Stuxnet and the nukes
Regarding Stuxnet infecting the Russian nuclear network, Kaspersky made that claim during a long response to an audience question about governmental attitudes toward industrial-control system vulnerabilities.
"Departments which are responsible for offense, they see it as opportunity. They don't understand that in cyberspace, everything you do is a boomerang. It will get back to you," Kaspersky said.
"Stuxnet — which was, well, I don't know, but, if you believe American media, it was developed by American and Israel secret services— Stuxnet, against Iran, to damage Iranian nuclear power program," he continued.
"How many computers, how many enterprises, were hit by Stuxnet in United States? Do you know? I don't know, but many. Last year, for example, Chevron, they [admitted] that they were badly infected by Stuxnet," Kaspersky said.

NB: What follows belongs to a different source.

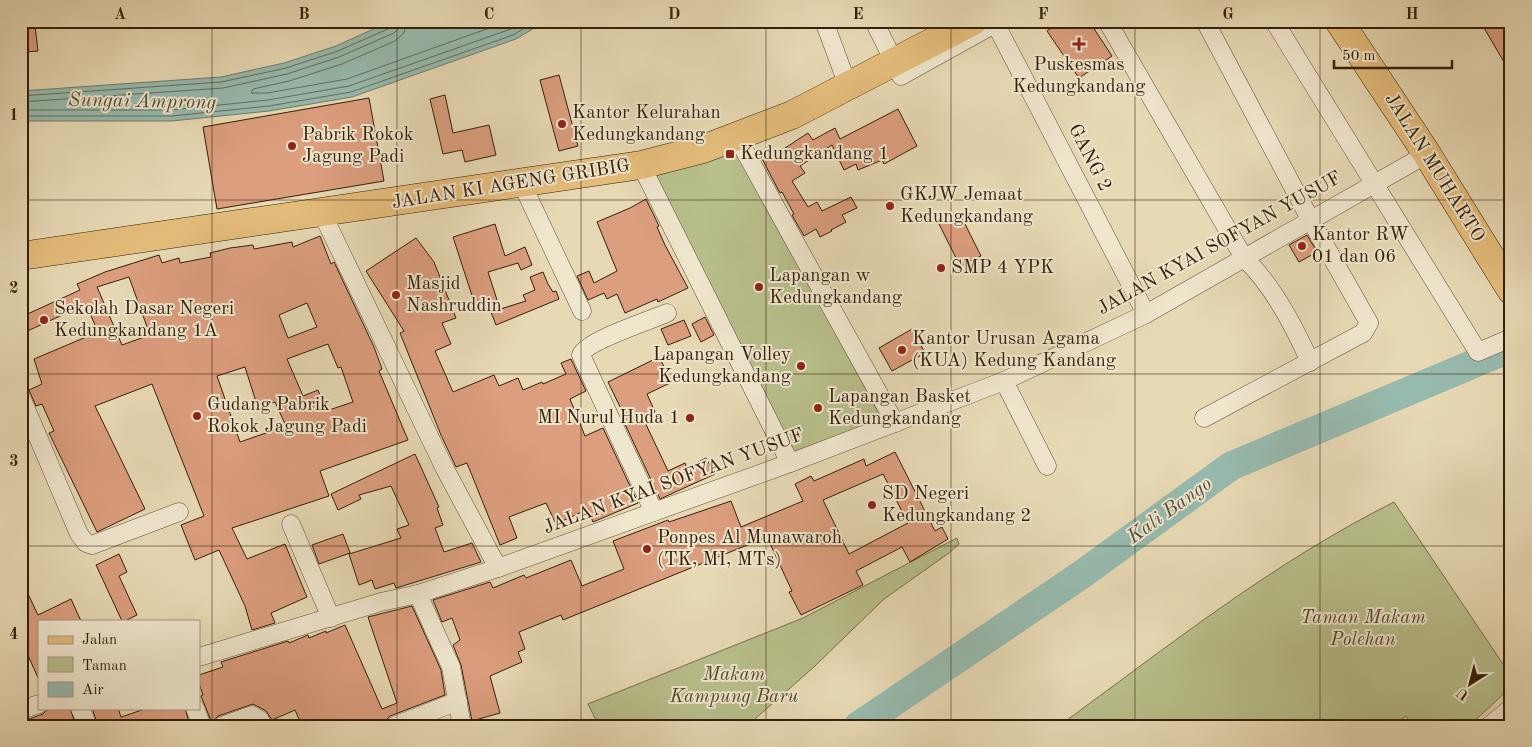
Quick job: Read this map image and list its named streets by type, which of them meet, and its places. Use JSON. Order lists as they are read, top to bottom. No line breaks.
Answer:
{"streets":{"main road":["JALAN MUHARTO","JALAN KI AGENG GRIBIG"],"street":["GANG 2","JALAN KYAI SOFYAN YUSUF"]},"crossings":[["GANG 2","JALAN KYAI SOFYAN YUSUF"],["JALAN MUHARTO","JALAN KYAI SOFYAN YUSUF"]],"water":["Sungai Amprong","Kali Bango"],"parks":["Taman Makam Polehan","Makam Kampung Baru"],"places":{"health":["Puskesmas Kedungkandang"],"other":["Kantor Kelurahan Kedungkandang","Pabrik Rokok Jagung Padi","GKJW Jemaat Kedungkandang","Kantor RW 01 dan 06","SMP 4 YPK","Lapangan w Kedungkandang","Masjid Nashruddin","Sekolah Dasar Negeri Kedungkandang 1A","Kantor Urusan Agama (KUA) Kedung Kandang","Lapangan Volley Kedungkandang","Lapangan Basket Kedungkandang","Gudang Pabrik Rokok Jagung Padi","MI Nurul Huda 1","SD Negeri Kedungkandang 2","Ponpes Al Munawaroh (TK, MI, MTs)"],"transit":["Kedungkandang 1"]},"legend":["Jalan","Taman","Air"],"scale_bar":"50 m","north":"bottom left","grid":{"columns":["A","B","C","D","E","F","G","H"],"rows":["1","2","3","4"]}}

"A friend of mine," Kaspersky said, "work in Russian nuclear-power plant, once during this Stuxnet time, sent a message that the nuclear-plant network, which is disconnected from the Internet … sent a message that their internal network is badly infected by Stuxnet.
"So, unfortunately, these people who are responsible for offensive technologies," he concluded, "they recognize cyberweapons as an opportunity."
The truth about Stuxnet
It's quite possible that Stuxnet did infect an internal network at a Russian nuclear plant. The Stuxnet worm was designed to infect Windows computers controlling Siemens System 7 programmable logic controllers at nuclear facilities.
However, it's unlikely that Stuxnet did any damage at the Russian plant. The worm was precisely calibrated to attack one specific facility: Iran's Natanz uranium-processing plant.
At Natanz, Stuxnet activated its payload, hijacked Natanz's computer system, destroyed crucial equipment and set back Iran's nuclear program by months, if not years.
Kaspersky's sensational-sounding comments, combined with reporters hungry for news about evil hackers and cyberwar, yet not well-versed on the background details, meant that many media outlets got what Kaspersky said flat-out wrong.
At least one of them eventually got it right.
"This article originally said the ISS was infected with Stuxnet," The Atlantic said in a correction. "Upon further review of Kaspersky's statements, that's not the case. We're sorry for the confusion."